“By working together, we can ensure that the materials developed by our researchers are used effectively in the classroom and that clinicians are not wasting resources when conducting the programme.

HAVE you ever heard of the term “learning poverty”? It was a new term for me which I learned after listening to an engaging Keluar Sekejap podcast hosted by none other than Khairy Jamaludin and Shahril Hamdan. This term refers to the inability of a child to read and understand a simple text by the age of 10.

What is surprising is that the World Bank considers learning poverty as one of the key indicators of a country’s economic growth.

In 2023, the World Bank published a report on the state of learning poverty in Malaysia, revealing a rate of over 40%. This statistic is concerning, especially for the young generation hailing from low-income families and marginalised communities.

As a mother of two young children, I am disheartened by this situation and compelled to question the flaws in the Malaysian education system.

Upon delving into the topic of low literacy rates among students, it is evident that this is a complex issue with various underlying factors. One of the primary factors is the lack of access to quality education and resources, which is often caused by socioeconomic status and geographic location.

Additionally, inadequate teaching methodologies that fail to engage students, and language barriers for non-native speakers further compound the issue.

Interestingly, despite the widespread belief that the shift to online teaching due to the Covid-19 pandemic is solely responsible for low literacy rates, the reality is that this problem has always existed.

The pandemic has only exacerbated it by creating additional challenges such as a lack of in-person instruction and limited access to technology for some students.

As a dentist and an educator, I believe that instead of blaming others, we should focus on what we can do to bring about positive change.

Learning to read is a vital achievement that lays a solid groundwork for future success. Dentists, whether working in government or private clinics, are often invited by teachers to schools and pre-schools to participate in community engagement activities for oral health education.

However, over the years, dentists have preferred to give lectures and conduct tooth-brushing activities, which often result in one-way communication and have a lesser impact on children since it is typically a yearly one-off event.

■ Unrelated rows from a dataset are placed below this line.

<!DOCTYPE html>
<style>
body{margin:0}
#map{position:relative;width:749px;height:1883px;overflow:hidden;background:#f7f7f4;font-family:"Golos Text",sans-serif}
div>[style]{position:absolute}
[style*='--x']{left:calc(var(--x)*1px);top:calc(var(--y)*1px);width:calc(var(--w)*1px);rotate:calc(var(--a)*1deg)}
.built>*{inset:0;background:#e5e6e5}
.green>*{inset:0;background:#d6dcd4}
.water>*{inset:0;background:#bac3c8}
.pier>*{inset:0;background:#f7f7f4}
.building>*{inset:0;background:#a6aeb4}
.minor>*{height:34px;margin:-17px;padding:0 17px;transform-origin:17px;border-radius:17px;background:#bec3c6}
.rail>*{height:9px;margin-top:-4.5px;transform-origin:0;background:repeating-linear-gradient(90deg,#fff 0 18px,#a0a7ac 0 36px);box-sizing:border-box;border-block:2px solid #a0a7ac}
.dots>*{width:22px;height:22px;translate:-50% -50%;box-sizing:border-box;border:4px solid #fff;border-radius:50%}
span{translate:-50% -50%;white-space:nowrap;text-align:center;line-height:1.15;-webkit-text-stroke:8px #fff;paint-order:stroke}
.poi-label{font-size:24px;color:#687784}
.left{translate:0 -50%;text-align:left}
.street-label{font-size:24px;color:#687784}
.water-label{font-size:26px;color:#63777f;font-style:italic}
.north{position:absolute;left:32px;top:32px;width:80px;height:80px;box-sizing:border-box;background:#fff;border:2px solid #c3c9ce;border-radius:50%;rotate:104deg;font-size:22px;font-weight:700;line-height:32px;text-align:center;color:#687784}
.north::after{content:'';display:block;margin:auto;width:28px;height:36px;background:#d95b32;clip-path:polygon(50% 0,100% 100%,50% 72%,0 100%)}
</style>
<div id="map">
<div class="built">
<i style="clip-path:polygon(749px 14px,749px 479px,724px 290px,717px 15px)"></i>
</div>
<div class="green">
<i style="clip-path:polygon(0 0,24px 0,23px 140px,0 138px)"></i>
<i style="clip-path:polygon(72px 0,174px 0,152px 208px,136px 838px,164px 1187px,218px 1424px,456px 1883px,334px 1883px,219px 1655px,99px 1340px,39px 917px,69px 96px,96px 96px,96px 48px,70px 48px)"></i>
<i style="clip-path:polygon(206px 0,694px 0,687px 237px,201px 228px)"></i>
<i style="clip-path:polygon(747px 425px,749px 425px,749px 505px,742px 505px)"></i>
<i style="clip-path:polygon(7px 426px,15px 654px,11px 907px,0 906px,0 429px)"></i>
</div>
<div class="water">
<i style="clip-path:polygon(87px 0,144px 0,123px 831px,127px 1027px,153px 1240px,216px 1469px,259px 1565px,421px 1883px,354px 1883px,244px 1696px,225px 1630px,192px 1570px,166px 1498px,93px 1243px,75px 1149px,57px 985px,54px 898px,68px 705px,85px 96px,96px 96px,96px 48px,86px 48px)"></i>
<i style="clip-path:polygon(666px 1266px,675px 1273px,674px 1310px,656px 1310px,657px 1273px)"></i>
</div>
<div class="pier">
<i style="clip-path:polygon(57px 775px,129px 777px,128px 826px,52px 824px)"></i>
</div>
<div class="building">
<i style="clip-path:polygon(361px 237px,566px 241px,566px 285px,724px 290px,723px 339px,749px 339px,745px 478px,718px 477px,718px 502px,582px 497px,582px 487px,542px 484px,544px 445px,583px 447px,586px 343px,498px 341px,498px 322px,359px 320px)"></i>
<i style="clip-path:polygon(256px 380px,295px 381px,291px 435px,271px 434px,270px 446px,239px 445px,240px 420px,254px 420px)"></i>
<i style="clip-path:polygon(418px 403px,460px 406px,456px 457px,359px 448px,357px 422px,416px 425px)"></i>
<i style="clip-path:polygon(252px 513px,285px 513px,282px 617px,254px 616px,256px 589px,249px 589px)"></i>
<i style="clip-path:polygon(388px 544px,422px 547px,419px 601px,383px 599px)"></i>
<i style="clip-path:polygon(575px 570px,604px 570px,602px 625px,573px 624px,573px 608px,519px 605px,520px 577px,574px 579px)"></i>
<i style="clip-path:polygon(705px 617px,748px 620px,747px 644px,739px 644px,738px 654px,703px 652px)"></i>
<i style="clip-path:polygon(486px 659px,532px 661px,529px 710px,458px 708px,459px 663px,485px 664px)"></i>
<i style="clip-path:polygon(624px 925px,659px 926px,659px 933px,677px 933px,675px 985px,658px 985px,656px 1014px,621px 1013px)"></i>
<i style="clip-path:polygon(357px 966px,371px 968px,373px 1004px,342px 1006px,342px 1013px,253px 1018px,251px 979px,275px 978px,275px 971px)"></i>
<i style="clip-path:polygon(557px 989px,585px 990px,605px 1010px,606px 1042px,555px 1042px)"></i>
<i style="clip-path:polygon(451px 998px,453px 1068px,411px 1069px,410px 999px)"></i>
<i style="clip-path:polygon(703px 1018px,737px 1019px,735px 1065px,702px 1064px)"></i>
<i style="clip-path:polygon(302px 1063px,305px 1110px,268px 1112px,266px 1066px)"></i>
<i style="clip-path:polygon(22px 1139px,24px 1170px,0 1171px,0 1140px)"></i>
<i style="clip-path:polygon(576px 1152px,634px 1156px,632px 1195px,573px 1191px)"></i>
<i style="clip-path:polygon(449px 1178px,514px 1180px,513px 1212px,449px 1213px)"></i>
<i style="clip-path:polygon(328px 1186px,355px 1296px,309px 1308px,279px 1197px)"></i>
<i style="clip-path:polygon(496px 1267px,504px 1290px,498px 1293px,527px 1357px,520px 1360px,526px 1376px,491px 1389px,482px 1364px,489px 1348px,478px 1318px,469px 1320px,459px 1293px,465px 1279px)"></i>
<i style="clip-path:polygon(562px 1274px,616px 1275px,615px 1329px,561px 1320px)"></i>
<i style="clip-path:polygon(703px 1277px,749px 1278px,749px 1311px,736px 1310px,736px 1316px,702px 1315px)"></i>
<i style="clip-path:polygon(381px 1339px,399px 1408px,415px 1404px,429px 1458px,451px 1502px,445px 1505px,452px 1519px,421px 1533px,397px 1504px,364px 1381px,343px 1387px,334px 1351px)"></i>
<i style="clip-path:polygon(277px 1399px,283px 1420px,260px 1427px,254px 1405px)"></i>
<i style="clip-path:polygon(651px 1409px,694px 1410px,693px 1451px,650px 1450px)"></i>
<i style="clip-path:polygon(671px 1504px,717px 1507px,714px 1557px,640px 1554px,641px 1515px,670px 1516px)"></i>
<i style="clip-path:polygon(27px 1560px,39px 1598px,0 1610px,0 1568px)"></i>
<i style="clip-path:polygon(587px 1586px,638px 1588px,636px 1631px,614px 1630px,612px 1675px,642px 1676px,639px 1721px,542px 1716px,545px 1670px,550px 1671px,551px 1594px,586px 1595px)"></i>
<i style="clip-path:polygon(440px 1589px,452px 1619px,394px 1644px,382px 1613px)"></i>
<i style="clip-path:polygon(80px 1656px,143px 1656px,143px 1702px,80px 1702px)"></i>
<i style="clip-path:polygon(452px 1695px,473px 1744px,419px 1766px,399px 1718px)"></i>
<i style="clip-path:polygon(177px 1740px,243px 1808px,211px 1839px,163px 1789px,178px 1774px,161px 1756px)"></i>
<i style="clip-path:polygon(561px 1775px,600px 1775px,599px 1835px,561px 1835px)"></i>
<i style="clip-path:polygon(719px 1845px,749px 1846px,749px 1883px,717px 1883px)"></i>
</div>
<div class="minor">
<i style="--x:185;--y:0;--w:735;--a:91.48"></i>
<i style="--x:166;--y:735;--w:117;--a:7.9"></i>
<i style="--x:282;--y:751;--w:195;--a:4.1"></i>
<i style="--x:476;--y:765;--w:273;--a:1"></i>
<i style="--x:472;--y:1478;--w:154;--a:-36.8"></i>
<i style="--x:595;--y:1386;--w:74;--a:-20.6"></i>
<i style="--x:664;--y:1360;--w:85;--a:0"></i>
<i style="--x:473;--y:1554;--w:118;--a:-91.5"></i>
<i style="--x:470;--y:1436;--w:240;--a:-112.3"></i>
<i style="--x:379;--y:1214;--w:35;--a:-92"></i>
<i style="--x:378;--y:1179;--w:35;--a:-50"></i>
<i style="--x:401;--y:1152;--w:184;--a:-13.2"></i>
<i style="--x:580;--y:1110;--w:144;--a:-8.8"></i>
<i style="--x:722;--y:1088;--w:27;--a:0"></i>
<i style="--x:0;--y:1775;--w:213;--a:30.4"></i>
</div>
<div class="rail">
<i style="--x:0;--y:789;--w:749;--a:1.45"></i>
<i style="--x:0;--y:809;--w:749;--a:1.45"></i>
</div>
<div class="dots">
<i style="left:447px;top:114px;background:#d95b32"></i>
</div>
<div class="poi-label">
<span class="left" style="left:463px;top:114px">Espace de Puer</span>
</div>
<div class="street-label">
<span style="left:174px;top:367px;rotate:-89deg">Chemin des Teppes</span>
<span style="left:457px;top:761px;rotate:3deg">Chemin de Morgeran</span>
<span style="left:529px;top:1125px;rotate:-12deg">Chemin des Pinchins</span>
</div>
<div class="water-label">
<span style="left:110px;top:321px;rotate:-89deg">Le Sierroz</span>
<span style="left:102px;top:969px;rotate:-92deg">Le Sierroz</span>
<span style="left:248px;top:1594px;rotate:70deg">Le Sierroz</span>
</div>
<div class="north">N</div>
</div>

The most anticipated aspect of these events is receiving a free toothbrush, with or without toothpaste. Thus, it is crucial to implement a more structured educational approach that not only enhances knowledge and oral hygiene habits but also fosters the development of essential skills in reading, writing, arithmetic and reasoning, known by the acronym 4Rs.

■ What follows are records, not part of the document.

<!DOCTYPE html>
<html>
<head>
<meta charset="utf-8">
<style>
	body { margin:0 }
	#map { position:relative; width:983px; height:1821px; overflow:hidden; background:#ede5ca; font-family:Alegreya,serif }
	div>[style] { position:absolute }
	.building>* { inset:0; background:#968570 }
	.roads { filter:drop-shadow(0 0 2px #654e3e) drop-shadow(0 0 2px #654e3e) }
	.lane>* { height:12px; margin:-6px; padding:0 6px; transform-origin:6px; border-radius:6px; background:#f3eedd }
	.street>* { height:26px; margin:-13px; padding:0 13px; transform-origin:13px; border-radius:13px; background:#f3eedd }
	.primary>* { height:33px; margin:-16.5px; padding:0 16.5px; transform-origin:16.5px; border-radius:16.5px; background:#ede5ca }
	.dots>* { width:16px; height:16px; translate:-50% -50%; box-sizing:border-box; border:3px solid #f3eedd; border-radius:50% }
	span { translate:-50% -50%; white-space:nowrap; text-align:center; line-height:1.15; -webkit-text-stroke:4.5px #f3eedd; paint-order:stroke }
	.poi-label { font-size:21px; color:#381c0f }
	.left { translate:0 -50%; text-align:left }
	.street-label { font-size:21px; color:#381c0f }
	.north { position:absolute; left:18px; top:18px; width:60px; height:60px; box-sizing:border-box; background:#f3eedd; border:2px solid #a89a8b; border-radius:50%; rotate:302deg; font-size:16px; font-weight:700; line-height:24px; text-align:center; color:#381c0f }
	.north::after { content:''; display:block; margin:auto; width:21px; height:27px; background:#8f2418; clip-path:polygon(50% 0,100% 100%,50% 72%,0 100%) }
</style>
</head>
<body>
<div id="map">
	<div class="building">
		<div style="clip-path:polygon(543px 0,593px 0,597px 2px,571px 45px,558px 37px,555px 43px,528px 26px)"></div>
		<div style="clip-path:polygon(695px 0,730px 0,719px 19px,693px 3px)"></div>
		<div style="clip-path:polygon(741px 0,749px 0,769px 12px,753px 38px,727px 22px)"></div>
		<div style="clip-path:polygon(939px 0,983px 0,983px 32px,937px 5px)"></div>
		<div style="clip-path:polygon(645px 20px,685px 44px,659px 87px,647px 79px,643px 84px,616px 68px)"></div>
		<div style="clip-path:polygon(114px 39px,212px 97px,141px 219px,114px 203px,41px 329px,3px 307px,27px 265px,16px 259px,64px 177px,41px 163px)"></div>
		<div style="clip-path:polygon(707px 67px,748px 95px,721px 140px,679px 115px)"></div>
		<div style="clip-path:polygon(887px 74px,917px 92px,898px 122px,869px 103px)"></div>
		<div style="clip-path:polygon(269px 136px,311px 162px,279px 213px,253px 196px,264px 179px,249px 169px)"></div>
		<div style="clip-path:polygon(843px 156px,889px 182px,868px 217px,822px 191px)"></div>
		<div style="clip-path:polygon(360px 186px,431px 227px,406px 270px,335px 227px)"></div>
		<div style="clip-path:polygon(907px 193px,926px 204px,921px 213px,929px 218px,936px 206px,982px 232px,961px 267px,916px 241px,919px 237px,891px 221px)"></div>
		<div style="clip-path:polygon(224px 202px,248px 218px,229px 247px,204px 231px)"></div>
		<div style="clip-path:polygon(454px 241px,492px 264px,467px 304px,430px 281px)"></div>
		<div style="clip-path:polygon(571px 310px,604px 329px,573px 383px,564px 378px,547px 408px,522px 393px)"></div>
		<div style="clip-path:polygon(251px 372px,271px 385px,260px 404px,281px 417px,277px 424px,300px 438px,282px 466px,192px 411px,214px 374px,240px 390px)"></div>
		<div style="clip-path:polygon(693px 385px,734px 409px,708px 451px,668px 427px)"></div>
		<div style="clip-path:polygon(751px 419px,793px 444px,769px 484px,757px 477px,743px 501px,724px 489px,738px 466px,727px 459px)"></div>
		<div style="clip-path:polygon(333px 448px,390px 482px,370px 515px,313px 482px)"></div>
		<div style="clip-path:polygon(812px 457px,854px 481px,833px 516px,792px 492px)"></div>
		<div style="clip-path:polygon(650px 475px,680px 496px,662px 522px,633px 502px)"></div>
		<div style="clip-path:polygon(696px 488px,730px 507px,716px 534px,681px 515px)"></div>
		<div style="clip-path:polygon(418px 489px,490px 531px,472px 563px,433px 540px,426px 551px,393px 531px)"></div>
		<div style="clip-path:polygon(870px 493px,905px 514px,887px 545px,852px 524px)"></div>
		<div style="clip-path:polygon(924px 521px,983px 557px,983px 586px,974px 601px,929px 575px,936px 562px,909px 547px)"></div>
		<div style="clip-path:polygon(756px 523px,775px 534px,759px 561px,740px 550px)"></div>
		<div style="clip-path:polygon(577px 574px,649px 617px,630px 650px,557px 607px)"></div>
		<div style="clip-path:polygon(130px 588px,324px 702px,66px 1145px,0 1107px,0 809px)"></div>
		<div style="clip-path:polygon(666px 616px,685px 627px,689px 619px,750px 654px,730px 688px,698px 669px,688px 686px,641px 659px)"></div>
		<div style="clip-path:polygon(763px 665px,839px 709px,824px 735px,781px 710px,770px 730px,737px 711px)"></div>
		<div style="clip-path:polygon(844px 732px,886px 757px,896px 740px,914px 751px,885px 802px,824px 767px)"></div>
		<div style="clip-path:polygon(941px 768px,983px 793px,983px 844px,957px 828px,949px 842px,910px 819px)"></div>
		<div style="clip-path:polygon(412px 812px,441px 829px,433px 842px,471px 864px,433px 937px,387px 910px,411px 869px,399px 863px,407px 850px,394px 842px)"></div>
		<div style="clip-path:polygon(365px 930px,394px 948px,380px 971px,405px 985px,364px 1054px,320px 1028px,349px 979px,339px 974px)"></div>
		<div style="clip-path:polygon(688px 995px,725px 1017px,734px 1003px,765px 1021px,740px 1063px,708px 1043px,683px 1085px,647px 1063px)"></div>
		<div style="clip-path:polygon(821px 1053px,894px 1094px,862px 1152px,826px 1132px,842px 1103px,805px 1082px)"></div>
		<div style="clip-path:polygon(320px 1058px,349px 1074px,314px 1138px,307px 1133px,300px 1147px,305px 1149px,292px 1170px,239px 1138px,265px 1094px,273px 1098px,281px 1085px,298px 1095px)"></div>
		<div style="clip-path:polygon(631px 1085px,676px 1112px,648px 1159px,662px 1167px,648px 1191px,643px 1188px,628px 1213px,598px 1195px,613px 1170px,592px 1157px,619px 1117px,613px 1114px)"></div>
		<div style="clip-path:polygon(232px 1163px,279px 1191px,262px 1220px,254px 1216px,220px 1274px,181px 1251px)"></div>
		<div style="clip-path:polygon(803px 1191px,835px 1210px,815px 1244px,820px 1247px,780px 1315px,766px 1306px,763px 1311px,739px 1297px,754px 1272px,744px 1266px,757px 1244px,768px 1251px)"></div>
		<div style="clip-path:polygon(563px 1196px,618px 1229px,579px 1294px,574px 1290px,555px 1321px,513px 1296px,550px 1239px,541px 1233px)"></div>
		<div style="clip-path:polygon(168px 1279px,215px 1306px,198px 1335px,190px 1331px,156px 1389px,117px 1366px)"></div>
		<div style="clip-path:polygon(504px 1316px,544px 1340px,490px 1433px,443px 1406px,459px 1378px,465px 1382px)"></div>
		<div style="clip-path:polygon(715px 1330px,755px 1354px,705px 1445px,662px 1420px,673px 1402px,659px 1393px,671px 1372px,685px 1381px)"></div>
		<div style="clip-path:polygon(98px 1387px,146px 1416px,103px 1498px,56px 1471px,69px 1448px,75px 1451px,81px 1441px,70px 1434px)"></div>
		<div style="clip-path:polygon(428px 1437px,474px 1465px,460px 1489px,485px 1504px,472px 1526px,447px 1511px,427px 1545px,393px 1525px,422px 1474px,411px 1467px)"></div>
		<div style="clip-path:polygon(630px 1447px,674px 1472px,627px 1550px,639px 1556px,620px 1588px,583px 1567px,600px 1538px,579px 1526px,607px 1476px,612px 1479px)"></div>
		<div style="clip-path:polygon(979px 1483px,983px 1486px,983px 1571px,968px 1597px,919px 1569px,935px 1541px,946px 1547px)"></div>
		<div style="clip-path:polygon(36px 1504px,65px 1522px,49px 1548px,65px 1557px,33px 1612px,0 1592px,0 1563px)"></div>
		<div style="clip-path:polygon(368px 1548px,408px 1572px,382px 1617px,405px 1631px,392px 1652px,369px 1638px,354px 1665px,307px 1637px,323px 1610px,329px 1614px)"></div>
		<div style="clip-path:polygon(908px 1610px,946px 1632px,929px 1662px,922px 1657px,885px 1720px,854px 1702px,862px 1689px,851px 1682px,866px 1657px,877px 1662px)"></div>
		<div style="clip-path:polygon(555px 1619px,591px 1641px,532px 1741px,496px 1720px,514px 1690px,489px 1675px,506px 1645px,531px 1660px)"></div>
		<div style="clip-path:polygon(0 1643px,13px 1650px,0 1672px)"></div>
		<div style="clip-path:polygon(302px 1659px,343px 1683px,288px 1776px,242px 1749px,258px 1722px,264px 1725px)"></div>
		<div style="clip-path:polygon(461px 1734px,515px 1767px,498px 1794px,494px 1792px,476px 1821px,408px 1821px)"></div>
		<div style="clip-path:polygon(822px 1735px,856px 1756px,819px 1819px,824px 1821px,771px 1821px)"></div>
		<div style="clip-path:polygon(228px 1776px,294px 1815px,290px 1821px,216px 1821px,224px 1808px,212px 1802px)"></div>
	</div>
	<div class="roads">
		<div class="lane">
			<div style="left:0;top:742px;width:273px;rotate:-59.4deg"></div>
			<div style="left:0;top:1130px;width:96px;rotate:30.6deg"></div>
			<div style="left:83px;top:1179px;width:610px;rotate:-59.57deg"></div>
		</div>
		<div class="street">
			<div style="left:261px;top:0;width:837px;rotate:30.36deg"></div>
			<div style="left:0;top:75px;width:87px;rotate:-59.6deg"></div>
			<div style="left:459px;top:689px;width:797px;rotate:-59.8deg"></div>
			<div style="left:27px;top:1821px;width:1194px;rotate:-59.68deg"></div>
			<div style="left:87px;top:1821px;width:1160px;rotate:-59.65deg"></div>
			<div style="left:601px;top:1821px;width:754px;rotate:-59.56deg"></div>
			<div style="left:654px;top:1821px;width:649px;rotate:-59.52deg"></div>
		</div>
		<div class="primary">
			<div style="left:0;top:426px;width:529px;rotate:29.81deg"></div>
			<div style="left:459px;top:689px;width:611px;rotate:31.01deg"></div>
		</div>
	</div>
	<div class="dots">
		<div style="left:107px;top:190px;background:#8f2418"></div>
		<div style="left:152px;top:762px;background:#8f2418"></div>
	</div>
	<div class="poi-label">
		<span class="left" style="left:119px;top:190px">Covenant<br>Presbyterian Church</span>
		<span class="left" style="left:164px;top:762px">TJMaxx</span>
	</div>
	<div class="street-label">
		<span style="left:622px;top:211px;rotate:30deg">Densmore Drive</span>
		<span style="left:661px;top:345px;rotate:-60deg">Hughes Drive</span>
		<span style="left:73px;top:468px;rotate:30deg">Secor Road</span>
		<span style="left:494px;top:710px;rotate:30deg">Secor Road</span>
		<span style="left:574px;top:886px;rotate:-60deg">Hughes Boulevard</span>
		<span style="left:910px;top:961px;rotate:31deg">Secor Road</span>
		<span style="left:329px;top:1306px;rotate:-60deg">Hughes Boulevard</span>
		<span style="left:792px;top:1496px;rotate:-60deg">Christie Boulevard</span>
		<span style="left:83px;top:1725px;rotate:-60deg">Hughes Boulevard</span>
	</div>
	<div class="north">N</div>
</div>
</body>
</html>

The existing evidence suggests that various techniques have been found effective, including demonstrations, distribution of printed materials, provision of oral health kits and audio resources, information technology-based methods and exhibitions.

These methods have been demonstrated to yield positive results and better engagement during activities with minimal supervision required.

To ensure that preventive information and health promotion are effectively disseminated to children, it is necessary to combine them with all materials for any intervention made available in school.

This can be achieved by integrating such information and activities into the school curriculum, extracurricular activities and any other educational materials provided to the students.

By doing so, teachers can effectively instil healthy habits and practices in children that can help them lead healthier and more fulfilling lives.

Collaboration between universities and dental clinics is highly encouraging in developing a robust module that can be used in schools, even in the absence of dental personnel. It can be beneficial in improving the quality of care provided to patients.

For example, dentists can share their clinical data with researchers to conduct studies on various treatment approaches, prevention strategies and oral health education interventions. Such studies can help dentists provide evidence-based care that is customised to the unique needs and preferences of each patient.

Additionally, academics can offer continuing education opportunities to dentists to keep them updated with the latest research findings and best practices. This can further enhance the quality of care provided by dentists to their patients.

To ensure that our oral health education programme is effective, it is important to develop modules and materials that complement the teacher’s role in nurturing 4R skills (respect, responsibility, resourcefulness and resilience) in children, especially those who are under 10 years old.

This will help to ensure that children are not only learning about oral health but are also developing important life skills that will serve them well in the future.

To achieve this, greater collaboration is needed between researchers, clinicians and teachers. By working together, we can ensure that the materials developed by our researchers are used effectively in the classroom and that clinicians are not wasting resources when conducting the programme. This will help to save time, energy and costs, while also improving the overall effectiveness of the programme.

In addition to developing modules and materials that complement the teacher’s role, it is important to ensure that they are age-appropriate, engaging and easy to understand. This will help to ensure that children are motivated to learn and can retain the information presented to them.

Finally, it is important to regularly evaluate and update the programme to ensure that it remains effective and relevant in the changing landscape of oral health education.